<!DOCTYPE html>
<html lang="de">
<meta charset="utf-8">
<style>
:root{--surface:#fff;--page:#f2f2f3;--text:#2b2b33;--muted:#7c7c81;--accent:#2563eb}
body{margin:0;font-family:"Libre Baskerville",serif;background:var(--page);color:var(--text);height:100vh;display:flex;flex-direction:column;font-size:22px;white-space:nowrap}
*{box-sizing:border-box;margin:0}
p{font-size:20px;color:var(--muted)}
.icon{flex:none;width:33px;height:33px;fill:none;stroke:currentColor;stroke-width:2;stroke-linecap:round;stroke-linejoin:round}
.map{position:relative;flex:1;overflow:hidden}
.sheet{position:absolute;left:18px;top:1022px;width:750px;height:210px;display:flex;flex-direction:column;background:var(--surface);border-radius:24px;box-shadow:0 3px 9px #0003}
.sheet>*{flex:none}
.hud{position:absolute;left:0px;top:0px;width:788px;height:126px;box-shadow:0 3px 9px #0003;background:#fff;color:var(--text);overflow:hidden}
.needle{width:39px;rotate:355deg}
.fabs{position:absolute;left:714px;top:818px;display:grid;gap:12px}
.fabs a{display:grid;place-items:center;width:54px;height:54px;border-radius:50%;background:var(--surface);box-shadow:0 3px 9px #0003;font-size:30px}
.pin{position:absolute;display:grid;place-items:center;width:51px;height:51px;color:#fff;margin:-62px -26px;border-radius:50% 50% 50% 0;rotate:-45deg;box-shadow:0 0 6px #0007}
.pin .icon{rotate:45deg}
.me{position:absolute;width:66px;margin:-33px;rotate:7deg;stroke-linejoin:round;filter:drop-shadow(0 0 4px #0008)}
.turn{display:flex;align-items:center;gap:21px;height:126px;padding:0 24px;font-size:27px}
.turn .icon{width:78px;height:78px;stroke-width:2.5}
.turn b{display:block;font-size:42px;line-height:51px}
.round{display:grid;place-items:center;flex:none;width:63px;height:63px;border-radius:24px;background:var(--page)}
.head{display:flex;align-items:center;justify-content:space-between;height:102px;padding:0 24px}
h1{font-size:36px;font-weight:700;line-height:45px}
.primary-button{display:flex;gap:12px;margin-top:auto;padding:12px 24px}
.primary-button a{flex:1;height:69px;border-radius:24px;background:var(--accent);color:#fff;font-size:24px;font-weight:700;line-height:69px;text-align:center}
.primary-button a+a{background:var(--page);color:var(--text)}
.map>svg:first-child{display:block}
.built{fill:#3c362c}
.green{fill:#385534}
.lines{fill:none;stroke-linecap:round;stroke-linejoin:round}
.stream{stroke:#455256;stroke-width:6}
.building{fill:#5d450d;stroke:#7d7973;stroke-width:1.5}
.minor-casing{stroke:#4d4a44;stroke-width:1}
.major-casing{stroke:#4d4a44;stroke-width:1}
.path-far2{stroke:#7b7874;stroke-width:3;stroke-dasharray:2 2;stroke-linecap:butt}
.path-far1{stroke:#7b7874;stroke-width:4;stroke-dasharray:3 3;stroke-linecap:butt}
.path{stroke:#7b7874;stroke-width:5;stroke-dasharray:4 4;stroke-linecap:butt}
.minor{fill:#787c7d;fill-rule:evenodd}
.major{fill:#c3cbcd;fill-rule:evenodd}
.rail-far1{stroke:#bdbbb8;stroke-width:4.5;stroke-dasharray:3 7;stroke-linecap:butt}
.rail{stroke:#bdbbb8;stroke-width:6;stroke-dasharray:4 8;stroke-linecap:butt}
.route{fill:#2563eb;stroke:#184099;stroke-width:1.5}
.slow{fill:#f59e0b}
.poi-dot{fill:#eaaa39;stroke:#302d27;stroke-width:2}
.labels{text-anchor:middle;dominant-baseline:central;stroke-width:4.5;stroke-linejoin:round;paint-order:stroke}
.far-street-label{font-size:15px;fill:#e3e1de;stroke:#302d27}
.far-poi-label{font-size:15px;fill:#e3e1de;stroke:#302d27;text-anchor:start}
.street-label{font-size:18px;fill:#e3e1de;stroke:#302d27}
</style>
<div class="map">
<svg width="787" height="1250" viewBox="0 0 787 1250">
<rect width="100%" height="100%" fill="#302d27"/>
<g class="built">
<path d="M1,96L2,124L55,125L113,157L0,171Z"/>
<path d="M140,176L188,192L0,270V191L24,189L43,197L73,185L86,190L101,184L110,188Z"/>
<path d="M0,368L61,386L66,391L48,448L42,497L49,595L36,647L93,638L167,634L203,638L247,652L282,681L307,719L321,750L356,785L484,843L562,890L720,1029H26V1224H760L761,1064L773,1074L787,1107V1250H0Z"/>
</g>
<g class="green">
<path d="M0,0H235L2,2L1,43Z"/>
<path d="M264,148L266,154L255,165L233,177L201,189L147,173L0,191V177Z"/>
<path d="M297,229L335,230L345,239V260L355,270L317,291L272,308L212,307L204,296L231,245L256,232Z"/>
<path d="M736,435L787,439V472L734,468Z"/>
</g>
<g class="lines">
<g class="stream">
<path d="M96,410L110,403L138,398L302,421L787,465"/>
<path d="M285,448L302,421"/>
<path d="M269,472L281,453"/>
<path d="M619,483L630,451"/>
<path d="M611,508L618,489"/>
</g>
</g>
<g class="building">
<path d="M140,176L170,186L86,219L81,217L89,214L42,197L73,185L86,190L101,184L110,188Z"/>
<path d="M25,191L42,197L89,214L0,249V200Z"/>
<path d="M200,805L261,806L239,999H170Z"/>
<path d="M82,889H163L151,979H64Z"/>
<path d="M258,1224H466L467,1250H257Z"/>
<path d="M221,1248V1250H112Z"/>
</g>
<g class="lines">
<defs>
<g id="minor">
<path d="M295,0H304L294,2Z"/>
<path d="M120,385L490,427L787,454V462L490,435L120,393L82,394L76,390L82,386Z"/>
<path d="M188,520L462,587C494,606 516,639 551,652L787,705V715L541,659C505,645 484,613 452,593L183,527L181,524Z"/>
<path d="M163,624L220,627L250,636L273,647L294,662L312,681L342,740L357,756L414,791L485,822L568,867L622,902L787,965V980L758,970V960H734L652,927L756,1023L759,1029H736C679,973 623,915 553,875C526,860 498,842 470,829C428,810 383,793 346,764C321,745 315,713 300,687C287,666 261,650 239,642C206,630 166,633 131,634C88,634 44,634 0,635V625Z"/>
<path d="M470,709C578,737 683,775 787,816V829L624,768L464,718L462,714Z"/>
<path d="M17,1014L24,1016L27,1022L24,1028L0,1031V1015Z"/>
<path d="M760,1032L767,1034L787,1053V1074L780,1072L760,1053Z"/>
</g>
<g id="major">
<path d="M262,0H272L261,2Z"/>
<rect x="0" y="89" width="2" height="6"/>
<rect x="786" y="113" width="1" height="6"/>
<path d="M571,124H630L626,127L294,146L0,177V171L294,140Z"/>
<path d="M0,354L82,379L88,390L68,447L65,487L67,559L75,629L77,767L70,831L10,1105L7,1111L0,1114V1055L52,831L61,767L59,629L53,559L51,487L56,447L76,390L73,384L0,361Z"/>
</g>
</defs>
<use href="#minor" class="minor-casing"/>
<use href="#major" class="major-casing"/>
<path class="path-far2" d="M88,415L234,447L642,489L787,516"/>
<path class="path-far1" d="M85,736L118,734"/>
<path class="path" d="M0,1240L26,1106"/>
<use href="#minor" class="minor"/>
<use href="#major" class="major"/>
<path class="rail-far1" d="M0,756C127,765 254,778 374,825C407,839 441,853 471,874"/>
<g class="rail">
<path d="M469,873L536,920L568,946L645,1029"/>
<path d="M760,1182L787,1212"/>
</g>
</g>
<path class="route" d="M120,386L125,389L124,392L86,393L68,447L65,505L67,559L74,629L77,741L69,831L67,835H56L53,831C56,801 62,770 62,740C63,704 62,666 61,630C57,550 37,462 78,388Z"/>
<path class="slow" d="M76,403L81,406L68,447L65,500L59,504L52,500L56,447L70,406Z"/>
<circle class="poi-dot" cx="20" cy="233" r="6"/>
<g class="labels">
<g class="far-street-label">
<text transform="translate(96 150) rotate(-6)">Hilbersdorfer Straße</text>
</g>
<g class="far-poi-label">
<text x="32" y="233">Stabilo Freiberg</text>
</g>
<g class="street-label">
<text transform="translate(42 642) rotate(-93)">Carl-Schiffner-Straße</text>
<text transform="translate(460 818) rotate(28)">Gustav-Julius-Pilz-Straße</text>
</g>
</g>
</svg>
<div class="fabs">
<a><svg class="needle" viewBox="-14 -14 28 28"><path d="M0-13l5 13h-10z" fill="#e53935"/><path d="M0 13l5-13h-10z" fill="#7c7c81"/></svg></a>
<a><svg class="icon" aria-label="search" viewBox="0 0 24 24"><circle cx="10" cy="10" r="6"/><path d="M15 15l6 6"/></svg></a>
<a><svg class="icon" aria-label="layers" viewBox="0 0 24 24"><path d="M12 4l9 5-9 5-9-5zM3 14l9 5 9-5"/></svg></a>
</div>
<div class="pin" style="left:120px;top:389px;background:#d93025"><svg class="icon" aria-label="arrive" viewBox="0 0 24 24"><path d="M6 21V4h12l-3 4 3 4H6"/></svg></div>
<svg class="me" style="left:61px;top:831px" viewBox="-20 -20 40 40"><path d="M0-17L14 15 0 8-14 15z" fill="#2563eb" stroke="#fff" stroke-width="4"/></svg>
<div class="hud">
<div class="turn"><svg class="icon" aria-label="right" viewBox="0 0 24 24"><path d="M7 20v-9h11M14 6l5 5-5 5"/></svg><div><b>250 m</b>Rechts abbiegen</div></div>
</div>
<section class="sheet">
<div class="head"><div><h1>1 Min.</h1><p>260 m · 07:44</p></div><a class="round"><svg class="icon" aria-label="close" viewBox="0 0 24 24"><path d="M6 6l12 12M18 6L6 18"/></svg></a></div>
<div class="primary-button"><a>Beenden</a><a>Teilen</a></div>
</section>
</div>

#### THE TASK:
In the listing above, find each line with the word "hidden" and copy it out.

#### FINAL ANSWER:
.map{position:relative;flex:1;overflow:hidden}
.hud{position:absolute;left:0px;top:0px;width:788px;height:126px;box-shadow:0 3px 9px #0003;background:#fff;color:var(--text);overflow:hidden}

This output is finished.